**Supplied information:**
..............................
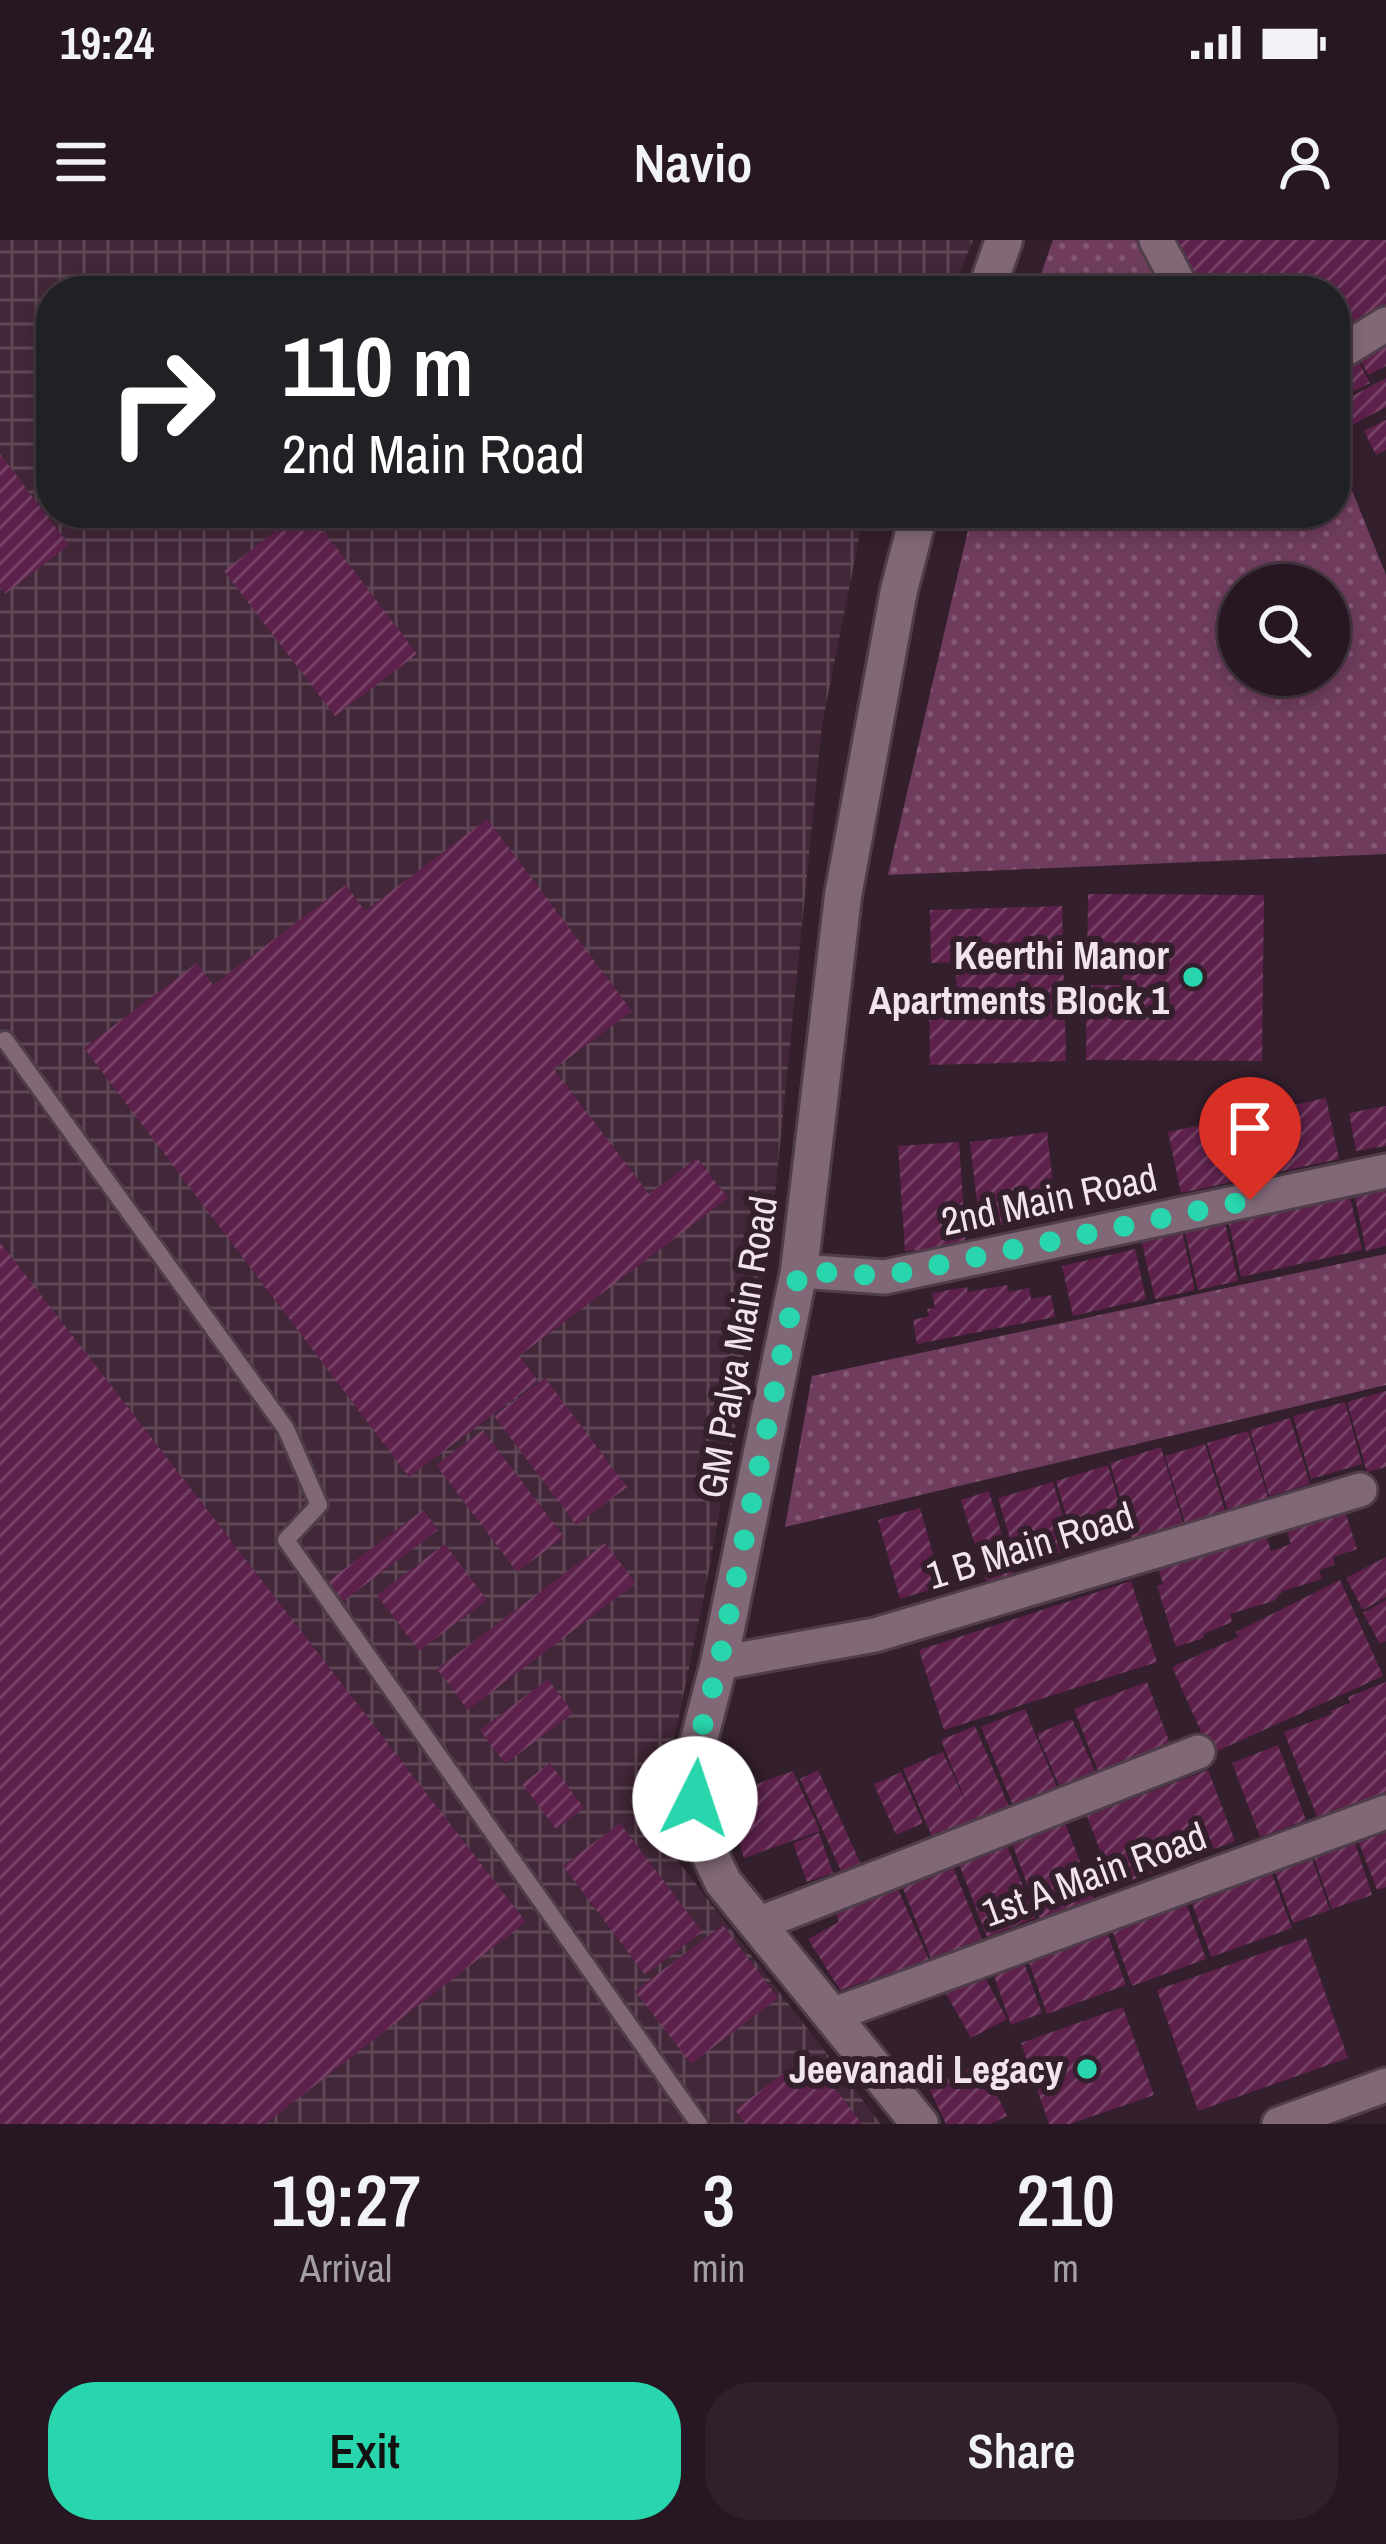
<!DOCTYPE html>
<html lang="en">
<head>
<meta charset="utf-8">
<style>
  body { margin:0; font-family:"Archivo Narrow",sans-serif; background:#2f202a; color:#f1f3f6; height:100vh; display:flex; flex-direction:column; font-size:45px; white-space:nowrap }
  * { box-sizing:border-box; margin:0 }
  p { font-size:39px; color:#a49fa5 }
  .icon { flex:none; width:66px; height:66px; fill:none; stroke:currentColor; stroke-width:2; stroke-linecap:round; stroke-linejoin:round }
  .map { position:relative; height:1884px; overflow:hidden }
  .side { display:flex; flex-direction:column; background:#271722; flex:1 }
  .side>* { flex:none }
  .guide { position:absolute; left:36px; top:36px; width:1314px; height:252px; border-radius:48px; box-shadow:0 6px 18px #0003,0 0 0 3px #433640; background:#202124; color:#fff; overflow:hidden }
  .controls { position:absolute; left:1218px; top:324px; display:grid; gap:24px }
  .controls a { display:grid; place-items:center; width:132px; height:132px; border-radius:50%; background:#271722; box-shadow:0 6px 18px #0003,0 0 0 3px #433640; font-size:60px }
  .pin { position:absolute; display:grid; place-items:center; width:102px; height:102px; color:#fff; margin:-123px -51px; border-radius:50% 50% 50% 0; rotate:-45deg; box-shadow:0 0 12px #0007 }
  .pin .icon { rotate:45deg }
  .me { position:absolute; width:132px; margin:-66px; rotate:4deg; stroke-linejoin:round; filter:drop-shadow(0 0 9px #0008) }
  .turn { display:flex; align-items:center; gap:42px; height:252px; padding:0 48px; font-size:54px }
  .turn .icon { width:156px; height:156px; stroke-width:2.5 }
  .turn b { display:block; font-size:84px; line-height:102px }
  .eta { display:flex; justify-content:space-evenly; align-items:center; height:204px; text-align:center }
  .eta b { font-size:72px; font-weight:600; line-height:84px }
  .button { display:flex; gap:24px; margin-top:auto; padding:24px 48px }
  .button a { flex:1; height:138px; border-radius:48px; background:#29d5ac; color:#111; font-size:48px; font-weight:600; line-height:138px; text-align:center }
  .button a+a { background:#2f202a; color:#f1f3f6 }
  .status { display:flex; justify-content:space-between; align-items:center; height:84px; padding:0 60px; background:#271722; direction:ltr }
  .status svg { height:33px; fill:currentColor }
  header { display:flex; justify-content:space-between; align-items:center; height:156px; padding:0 48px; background:#271722; font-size:54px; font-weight:600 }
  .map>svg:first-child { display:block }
  .industrial { fill:url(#industrial-grid) }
  .green { fill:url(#green-dots); fill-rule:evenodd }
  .building { fill:url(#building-hatch) }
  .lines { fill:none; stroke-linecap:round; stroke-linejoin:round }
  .lane-casing { stroke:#4f3e49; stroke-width:22 }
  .street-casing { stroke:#4f3e49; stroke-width:39 }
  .secondary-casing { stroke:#4f3e49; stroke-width:42 }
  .lane { stroke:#816877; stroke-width:16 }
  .street { stroke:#816877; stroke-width:33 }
  .secondary { stroke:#816877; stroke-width:36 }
  .route { stroke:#29d5ac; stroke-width:21; stroke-dasharray:0 37.8 }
  .poi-dot { fill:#29d5ac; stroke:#341f2d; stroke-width:4.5 }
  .labels { text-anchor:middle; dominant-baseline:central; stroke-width:12; stroke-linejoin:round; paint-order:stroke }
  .poi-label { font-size:39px; font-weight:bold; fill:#f2e4ec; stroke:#341f2d; text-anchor:end }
  .street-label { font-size:39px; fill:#f2e4ec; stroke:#341f2d }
</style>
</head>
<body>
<div class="status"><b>19:24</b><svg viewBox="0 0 49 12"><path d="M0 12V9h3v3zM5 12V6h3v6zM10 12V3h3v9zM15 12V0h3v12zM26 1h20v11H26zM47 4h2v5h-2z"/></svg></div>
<header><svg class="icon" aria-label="menu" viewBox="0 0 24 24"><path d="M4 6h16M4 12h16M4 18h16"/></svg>Navio<svg class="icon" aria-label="person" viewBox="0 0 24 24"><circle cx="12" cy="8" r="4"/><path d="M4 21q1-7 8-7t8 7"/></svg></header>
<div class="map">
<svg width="1386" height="1884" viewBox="0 0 1386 1884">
  <defs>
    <pattern id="industrial-grid" width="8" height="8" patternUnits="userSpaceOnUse" patternTransform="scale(3)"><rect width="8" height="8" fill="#422738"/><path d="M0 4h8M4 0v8" fill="none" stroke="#5e4655"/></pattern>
    <pattern id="green-dots" width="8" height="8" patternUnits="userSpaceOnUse" patternTransform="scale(3)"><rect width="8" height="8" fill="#6f3c5d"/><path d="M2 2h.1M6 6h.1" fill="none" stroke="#845874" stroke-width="1.8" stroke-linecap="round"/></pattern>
    <pattern id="building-hatch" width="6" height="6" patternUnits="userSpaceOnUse" patternTransform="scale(3)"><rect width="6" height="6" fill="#5d214b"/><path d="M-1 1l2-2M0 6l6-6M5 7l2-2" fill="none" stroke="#754165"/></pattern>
  </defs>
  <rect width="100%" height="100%" fill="#341f2d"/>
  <path class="industrial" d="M 0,0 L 973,0 L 952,51 L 51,51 L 51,273 L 864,273 L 822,485 L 772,985 L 705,1351 L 655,1591 L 881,1884 L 0,1884 Z"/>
  <g class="green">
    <path d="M 1053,0 L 1137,0 L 1170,51 L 1035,51 Z"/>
    <path d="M 1335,208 L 1386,335 L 1386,614 L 888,635 L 972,273 L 1335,273 ZM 1329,345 L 1329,435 L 1239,435 L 1239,345 Z"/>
    <path d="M 1386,1014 L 1386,1145 L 785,1287 L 812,1136 Z"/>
  </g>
  <g class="building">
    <path d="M 1178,0 L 1386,0 L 1386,74 L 1335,98 L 1335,51 L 1196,51 L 1178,12 L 1182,9 Z"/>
    <path d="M 1386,106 L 1386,126 L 1368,135 L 1360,119 Z"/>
    <path d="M 1359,122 L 1370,143 L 1335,161 L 1335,134 Z"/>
    <path d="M 1386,138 L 1386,167 L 1337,193 L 1335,165 Z"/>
    <path d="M 1386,180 L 1386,210 L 1376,215 L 1364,191 Z"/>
    <path d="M 0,214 L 69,305 L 5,354 L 0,347 Z"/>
    <path d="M 299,273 L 310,273 L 417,414 L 335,476 L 224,331 Z"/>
    <path d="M 487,579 L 632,771 L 554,829 L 649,954 L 697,918 L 728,958 L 519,1116 L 538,1141 L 409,1237 L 84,808 L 197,723 L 213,745 L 346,645 L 365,671 Z"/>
    <path d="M 1088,654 L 1264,655 L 1262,821 L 1086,820 L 1087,745 L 1123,745 L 1123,729 L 1087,729 Z"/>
    <path d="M 1062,666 L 1066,821 L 930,825 L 929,760 L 957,760 L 956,722 L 931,723 L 930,670 Z"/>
    <path d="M 1326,858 L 1339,919 L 1181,953 L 1168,892 Z"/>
    <path d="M 1386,866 L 1386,906 L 1356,911 L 1349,873 Z"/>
    <path d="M 1047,892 L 1057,978 L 980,988 L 970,902 Z"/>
    <path d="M 959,902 L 966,1007 L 905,1011 L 898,906 Z"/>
    <path d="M 1386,950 L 1386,1006 L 1366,1011 L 1355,957 Z"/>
    <path d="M 1350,957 L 1362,1010 L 1241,1037 L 1229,984 Z"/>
    <path d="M 1225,983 L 1238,1041 L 1198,1050 L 1185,992 Z"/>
    <path d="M 1182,991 L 1195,1050 L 1155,1059 L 1141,1000 Z"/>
    <path d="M 0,1002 L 526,1682 L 265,1884 L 0,1884 Z"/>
    <path d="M 1135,1009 L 1146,1059 L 1073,1076 L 1062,1026 Z"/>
    <path d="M 1007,1045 L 1008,1052 L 1029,1048 L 1031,1059 L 1051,1055 L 1055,1077 L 917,1104 L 913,1080 L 929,1076 L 927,1069 L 935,1068 L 932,1053 L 967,1047 L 968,1052 Z"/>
    <path d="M 545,1138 L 627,1247 L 576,1285 L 494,1176 Z"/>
    <path d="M 1386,1151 L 1386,1227 L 1367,1232 L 1347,1162 Z"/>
    <path d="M 1345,1162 L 1362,1224 L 1311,1239 L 1293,1176 Z"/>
    <path d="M 1290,1178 L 1310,1244 L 1269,1256 L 1250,1190 Z"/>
    <path d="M 483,1190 L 564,1297 L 517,1332 L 436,1225 Z"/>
    <path d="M 1248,1191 L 1268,1258 L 1228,1271 L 1207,1203 Z"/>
    <path d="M 1205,1204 L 1225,1271 L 1185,1283 L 1165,1216 Z"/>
    <path d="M 1161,1207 L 1183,1283 L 1132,1299 L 1110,1223 Z"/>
    <path d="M 1108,1225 L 1127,1290 L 1075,1306 L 1056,1241 Z"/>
    <path d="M 1053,1242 L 1073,1309 L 1018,1326 L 998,1258 Z"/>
    <path d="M 989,1251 L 1014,1336 L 987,1344 L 961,1260 Z"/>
    <path d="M 920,1268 L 942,1346 L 900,1359 L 878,1280 Z"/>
    <path d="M 423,1270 L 438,1290 L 342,1362 L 327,1342 Z"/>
    <path d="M 1345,1271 L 1357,1309 L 1333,1317 L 1335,1325 L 1319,1330 L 1322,1339 L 1283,1351 L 1274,1361 L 1230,1374 L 1232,1382 L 1204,1394 L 1204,1398 L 1176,1407 L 1157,1346 L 1163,1344 L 1158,1329 L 1266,1295 L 1271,1311 L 1291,1304 L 1286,1289 Z"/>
    <path d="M 605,1303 L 636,1343 L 468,1470 L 437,1429 Z"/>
    <path d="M 445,1304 L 487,1360 L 419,1411 L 377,1355 Z"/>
    <path d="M 1386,1317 L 1386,1357 L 1363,1370 L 1346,1338 Z"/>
    <path d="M 1340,1340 L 1383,1436 L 1211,1514 L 1172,1427 L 1238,1397 L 1236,1392 Z"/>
    <path d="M 1131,1341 L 1157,1422 L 944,1490 L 919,1410 Z"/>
    <path d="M 1386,1360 L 1386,1401 L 1380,1404 L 1363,1373 Z"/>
    <path d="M 548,1439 L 573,1473 L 505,1524 L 480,1490 Z"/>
    <path d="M 1147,1442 L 1170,1504 L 1098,1531 L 1074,1469 Z"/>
    <path d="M 1386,1442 L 1386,1553 L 1318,1579 L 1284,1492 L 1332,1474 L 1330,1471 L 1350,1463 L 1348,1457 Z"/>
    <path d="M 1025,1469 L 1059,1552 L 1015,1570 L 981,1487 Z"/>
    <path d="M 1072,1479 L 1097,1535 L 1061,1550 L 1037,1494 Z"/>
    <path d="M 975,1486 L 1012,1574 L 936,1606 L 903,1529 L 943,1512 L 970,1572 L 941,1500 Z"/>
    <path d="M 1278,1505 L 1306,1580 L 1260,1597 L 1232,1523 Z"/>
    <path d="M 550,1523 L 584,1568 L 556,1589 L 522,1544 Z"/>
    <path d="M 818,1530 L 864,1631 L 845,1640 L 800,1539 Z"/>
    <path d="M 1208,1530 L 1235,1601 L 1114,1647 L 1087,1576 Z"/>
    <path d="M 793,1531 L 820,1591 L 744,1618 L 726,1555 Z"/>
    <path d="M 901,1532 L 923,1583 L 896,1595 L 874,1544 Z"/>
    <path d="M 1063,1577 L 1095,1662 L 1041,1682 L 1010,1598 Z"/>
    <path d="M 620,1583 L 702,1692 L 645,1735 L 563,1626 Z"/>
    <path d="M 1386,1590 L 1386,1647 L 1377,1650 L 1358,1600 Z"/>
    <path d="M 819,1593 L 833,1633 L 807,1642 L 793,1603 Z"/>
    <path d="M 1005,1600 L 1035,1678 L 987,1697 L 957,1619 Z"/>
    <path d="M 1355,1603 L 1372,1655 L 1332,1669 L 1314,1618 Z"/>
    <path d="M 949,1617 L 982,1699 L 931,1719 L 899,1638 Z"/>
    <path d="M 1312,1619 L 1330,1670 L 1293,1683 L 1275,1632 Z"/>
    <path d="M 1272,1634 L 1292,1688 L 1211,1717 L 1192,1663 Z"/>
    <path d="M 894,1640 L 929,1720 L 840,1750 L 808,1699 L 839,1682 L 832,1664 Z"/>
    <path d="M 1186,1663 L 1206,1719 L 1132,1746 L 1112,1690 Z"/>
    <path d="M 723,1685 L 778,1758 L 691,1824 L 635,1751 Z"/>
    <path d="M 1107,1692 L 1126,1745 L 1047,1774 L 1028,1720 Z"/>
    <path d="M 1306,1698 L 1348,1818 L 1198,1871 L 1157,1750 Z"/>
    <path d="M 1025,1725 L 1042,1773 L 1011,1785 L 994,1736 Z"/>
    <path d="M 980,1728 L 1007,1779 L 971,1798 L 943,1748 Z"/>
    <path d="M 1123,1767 L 1154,1855 L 1070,1884 L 1049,1884 L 1021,1803 Z"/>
    <path d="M 809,1814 L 862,1884 L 745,1884 L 735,1870 Z"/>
    <path d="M 981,1822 L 1007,1876 L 990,1884 L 946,1884 L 929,1848 Z"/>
  </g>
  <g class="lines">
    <g class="lane-casing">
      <path id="lane" d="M 5,800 L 286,1189 L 319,1265 L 286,1300 L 699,1884"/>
    </g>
    <g class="street-casing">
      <g id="street">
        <path d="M 1156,0 L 1183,51"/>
        <path d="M 1335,111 L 1344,110 L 1386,84"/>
        <path d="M 799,1031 L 885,1037 L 1386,931"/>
        <path d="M 719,1423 L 875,1395 L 1360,1250"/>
        <path d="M 758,1684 L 1198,1512"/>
        <path d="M 832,1775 L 1386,1572"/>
        <path d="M 1279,1884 L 1386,1845"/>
      </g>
    </g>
    <g class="secondary-casing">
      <g id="secondary">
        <path d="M 986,51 L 1004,0"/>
        <path d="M 919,273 L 899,350 L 843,656 L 799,1031 L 719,1423 L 695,1515 L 695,1559 L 698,1580 L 704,1602 L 723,1642 L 920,1884"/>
      </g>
    </g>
    <use href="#lane" class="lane"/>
    <use href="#street" class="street"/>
    <use href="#secondary" class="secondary"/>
  </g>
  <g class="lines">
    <path class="route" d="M 695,1559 L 695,1515 L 719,1423 L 799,1031 L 885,1036 L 1250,960"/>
  </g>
  <g class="poi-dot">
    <circle cx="1193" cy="737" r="12"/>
    <circle cx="1087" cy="1829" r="12"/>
  </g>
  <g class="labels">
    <g class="poi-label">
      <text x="1169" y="715">Keerthi Manor<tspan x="1169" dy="45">Apartments Block 1</tspan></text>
      <text x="1063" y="1829">Jeevanadi Legacy</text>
    </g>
    <g class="street-label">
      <text transform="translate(1049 959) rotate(-12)">2nd Main Road</text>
      <text transform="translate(737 1107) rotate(-80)">GM Palya Main Road</text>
      <text transform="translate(1030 1305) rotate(-17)">1 B Main Road</text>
      <text transform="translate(1094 1634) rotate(-20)">1st A Main Road</text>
    </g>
  </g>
</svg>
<div class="controls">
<a><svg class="icon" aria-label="search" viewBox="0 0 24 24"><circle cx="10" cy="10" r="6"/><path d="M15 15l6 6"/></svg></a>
</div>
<div class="pin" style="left:1250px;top:960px;background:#d93025"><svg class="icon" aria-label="arrive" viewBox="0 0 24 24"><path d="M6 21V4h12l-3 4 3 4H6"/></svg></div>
<svg class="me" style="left:695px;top:1559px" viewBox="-20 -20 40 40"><circle r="19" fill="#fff"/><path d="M0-13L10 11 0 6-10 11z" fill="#29d5ac"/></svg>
<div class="guide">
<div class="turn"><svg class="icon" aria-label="right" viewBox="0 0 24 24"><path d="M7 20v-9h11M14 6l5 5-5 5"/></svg><div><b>110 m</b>2nd Main Road</div></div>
</div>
</div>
<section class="side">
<div class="eta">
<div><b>19:27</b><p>Arrival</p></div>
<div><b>3</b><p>min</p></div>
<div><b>210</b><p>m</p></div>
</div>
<div class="button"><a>Exit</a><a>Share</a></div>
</section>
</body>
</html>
..............................
Would you show all lines of the material above that contain the word "labels"?

**Result of this exercise:**
  .labels { text-anchor:middle; dominant-baseline:central; stroke-width:12; stroke-linejoin:round; paint-order:stroke }
  <g class="labels">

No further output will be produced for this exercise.